## Data block
################
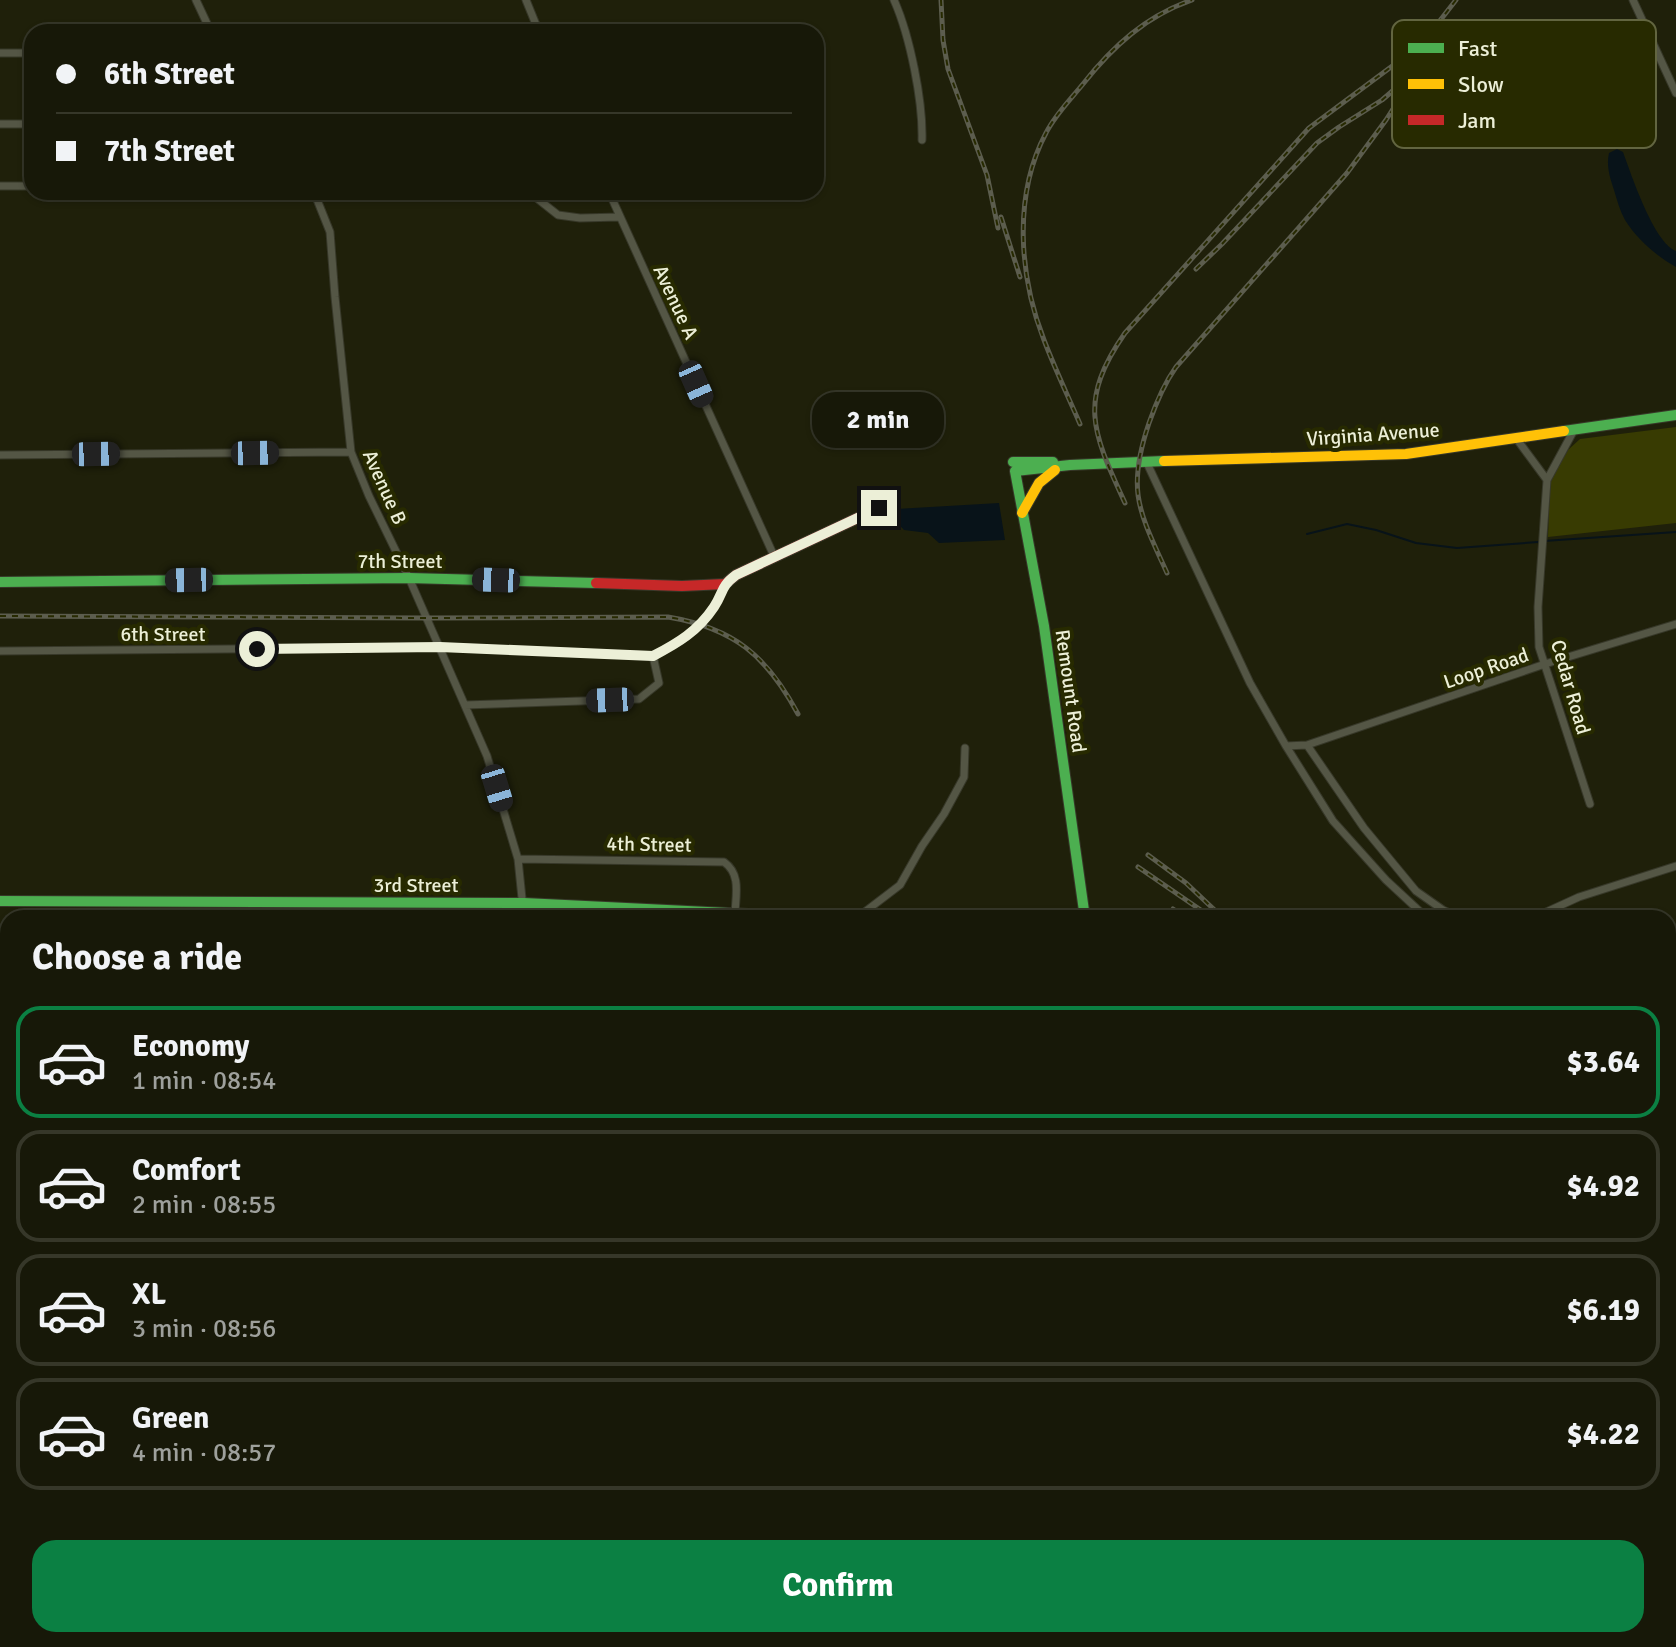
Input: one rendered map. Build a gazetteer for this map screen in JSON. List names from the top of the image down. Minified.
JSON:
{"streets":{"street":["Avenue A","Virginia Avenue","Avenue B","7th Street","6th Street","Loop Road","Cedar Road","Remount Road","4th Street","3rd Street"]},"crossings":[["Avenue A","7th Street"],["Virginia Avenue","Cedar Road"],["Virginia Avenue","Remount Road"],["Avenue B","7th Street"],["Avenue B","6th Street"],["Avenue B","4th Street"],["Avenue B","3rd Street"],["Loop Road","Cedar Road"]],"legend":["Fast","Slow","Jam"],"page":{"banner":["6th Street","7th Street"],"bubble":"2 min","heading":"Choose a ride","list":[{"name":"Economy","note":"1 min · 08:54","value":"$3.64"},{"name":"Comfort","note":"2 min · 08:55","value":"$4.92"},{"name":"XL","note":"3 min · 08:56","value":"$6.19"},{"name":"Green","note":"4 min · 08:57","value":"$4.22"}],"buttons":"Confirm"}}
################
## Directions for this task
Give back all of the data exactly, but not the pictures.

## Reply to the task
Input: one rendered map. Build a gazetteer for this map screen in JSON. List names from the top of the image down. Minified.
JSON:
{"streets":{"street":["Avenue A","Virginia Avenue","Avenue B","7th Street","6th Street","Loop Road","Cedar Road","Remount Road","4th Street","3rd Street"]},"crossings":[["Avenue A","7th Street"],["Virginia Avenue","Cedar Road"],["Virginia Avenue","Remount Road"],["Avenue B","7th Street"],["Avenue B","6th Street"],["Avenue B","4th Street"],["Avenue B","3rd Street"],["Loop Road","Cedar Road"]],"legend":["Fast","Slow","Jam"],"page":{"banner":["6th Street","7th Street"],"bubble":"2 min","heading":"Choose a ride","list":[{"name":"Economy","note":"1 min · 08:54","value":"$3.64"},{"name":"Comfort","note":"2 min · 08:55","value":"$4.92"},{"name":"XL","note":"3 min · 08:56","value":"$6.19"},{"name":"Green","note":"4 min · 08:57","value":"$4.22"}],"buttons":"Confirm"}}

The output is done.